YOUR GOAL: Within the entries below, find every line that has the string "image", then copy it.

═══ INFORMATION SUPPLIED ═══

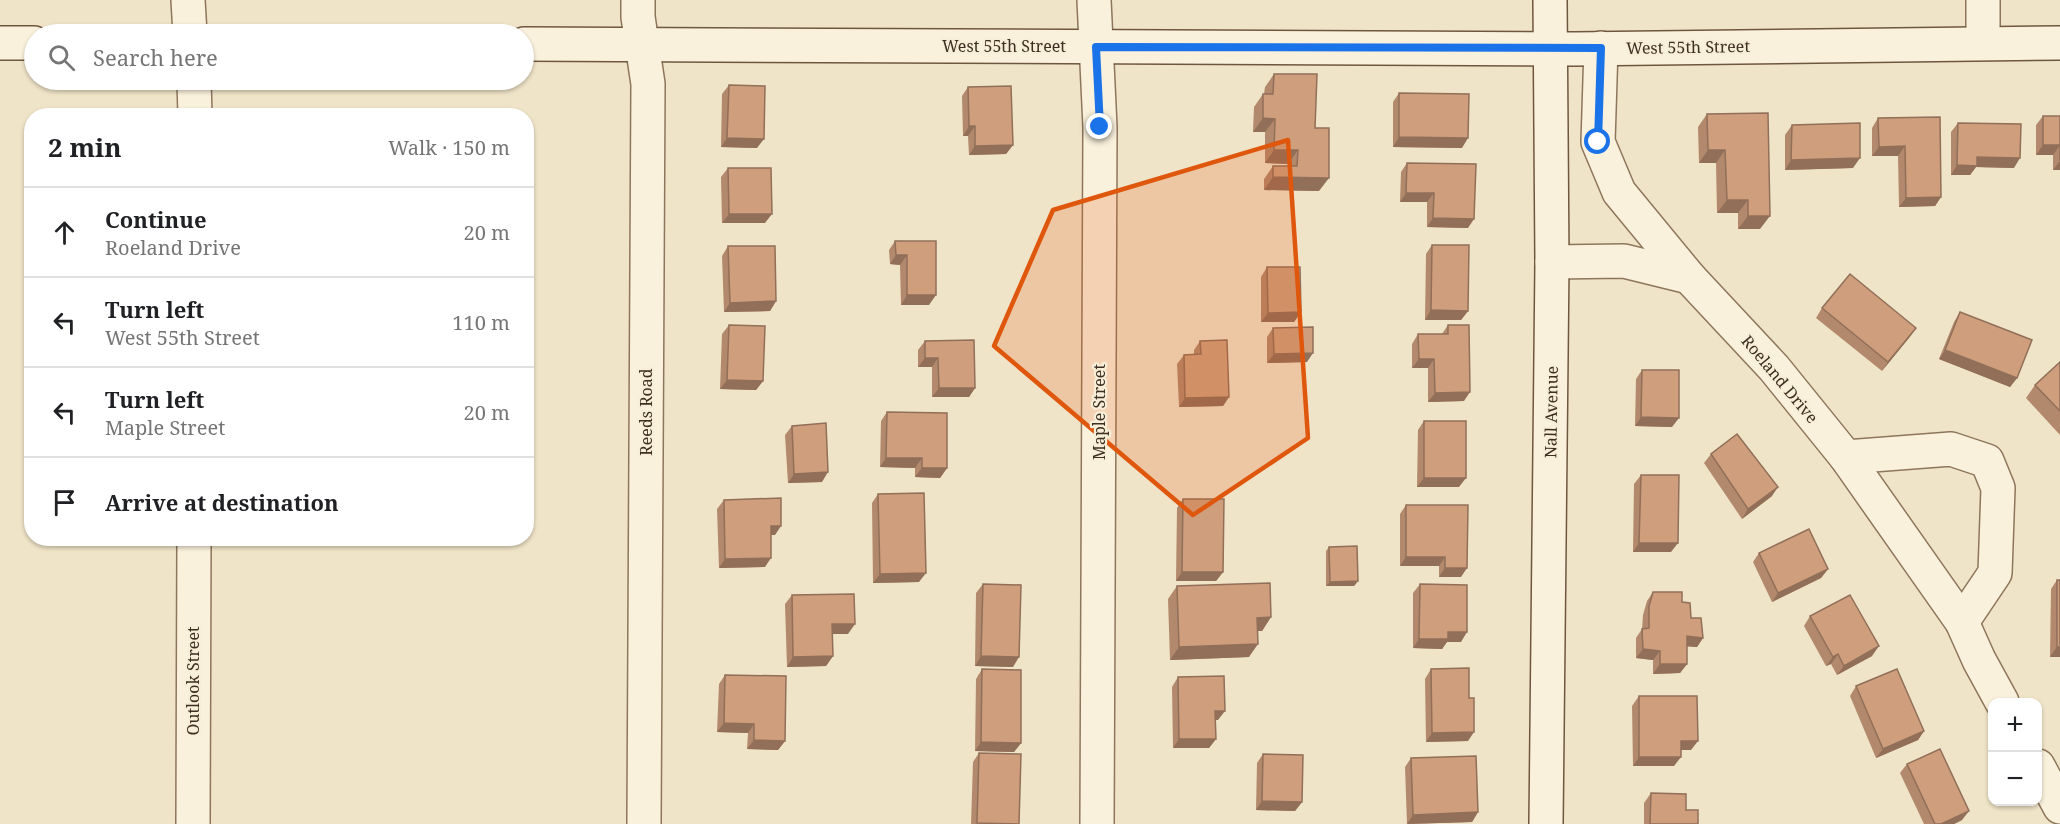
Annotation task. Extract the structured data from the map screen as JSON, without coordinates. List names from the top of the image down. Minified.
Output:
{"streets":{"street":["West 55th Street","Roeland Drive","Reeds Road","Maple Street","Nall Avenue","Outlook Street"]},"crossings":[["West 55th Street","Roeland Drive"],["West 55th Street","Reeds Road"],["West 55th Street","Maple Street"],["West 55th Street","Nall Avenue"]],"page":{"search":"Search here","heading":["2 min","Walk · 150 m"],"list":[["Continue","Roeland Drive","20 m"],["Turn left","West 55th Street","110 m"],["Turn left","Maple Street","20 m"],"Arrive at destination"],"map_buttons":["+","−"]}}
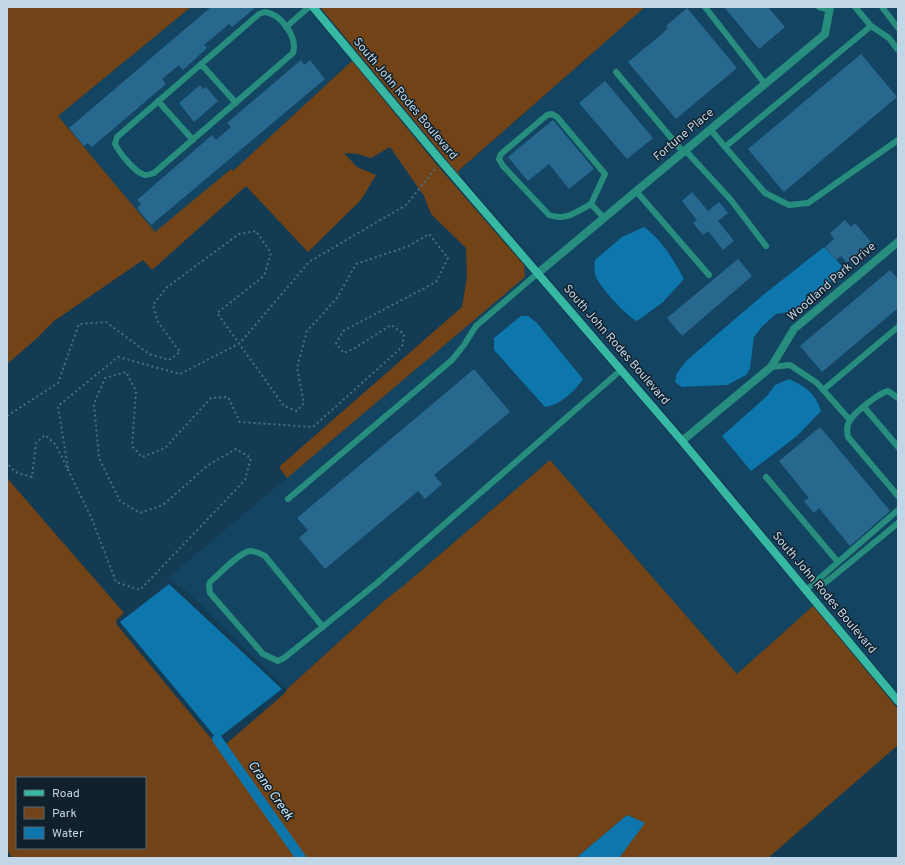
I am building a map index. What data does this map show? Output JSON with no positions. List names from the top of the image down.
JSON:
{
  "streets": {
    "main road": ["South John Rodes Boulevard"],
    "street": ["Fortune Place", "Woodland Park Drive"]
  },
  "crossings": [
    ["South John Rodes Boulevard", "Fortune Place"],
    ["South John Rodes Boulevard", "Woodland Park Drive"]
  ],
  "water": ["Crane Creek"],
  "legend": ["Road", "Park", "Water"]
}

═══
═══ INFORMATION SUPPLIED ═══

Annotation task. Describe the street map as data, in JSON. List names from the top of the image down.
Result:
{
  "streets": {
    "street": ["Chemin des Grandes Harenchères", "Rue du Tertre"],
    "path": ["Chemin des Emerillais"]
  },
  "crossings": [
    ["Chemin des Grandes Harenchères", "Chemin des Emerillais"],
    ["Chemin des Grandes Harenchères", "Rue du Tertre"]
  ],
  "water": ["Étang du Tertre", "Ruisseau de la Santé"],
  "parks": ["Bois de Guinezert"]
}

═══

FINISHED TASK:
Annotation task. Extract the structured data from the map screen as JSON, without coordinates. List names from the top of the image down. Minified.
I am building a map index. What data does this map show? Output JSON with no positions. List names from the top of the image down.
Annotation task. Describe the street map as data, in JSON. List names from the top of the image down.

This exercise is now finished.